ABOUT THIS TASK: Extract each line of the data below exactly as written.

Segment Start: GIVEN RECORDS

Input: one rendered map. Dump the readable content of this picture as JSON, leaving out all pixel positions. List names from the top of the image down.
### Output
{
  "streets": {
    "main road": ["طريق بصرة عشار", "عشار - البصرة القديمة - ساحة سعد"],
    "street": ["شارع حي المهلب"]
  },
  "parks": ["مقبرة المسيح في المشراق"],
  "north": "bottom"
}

Segment End: GIVEN RECORDS

ANSWER:
Input: one rendered map. Dump the readable content of this picture as JSON, leaving out all pixel positions. List names from the top of the image down.
### Output
{
  "streets": {
    "main road": ["طريق بصرة عشار", "عشار - البصرة القديمة - ساحة سعد"],
    "street": ["شارع حي المهلب"]
  },
  "parks": ["مقبرة المسيح في المشراق"],
  "north": "bottom"
}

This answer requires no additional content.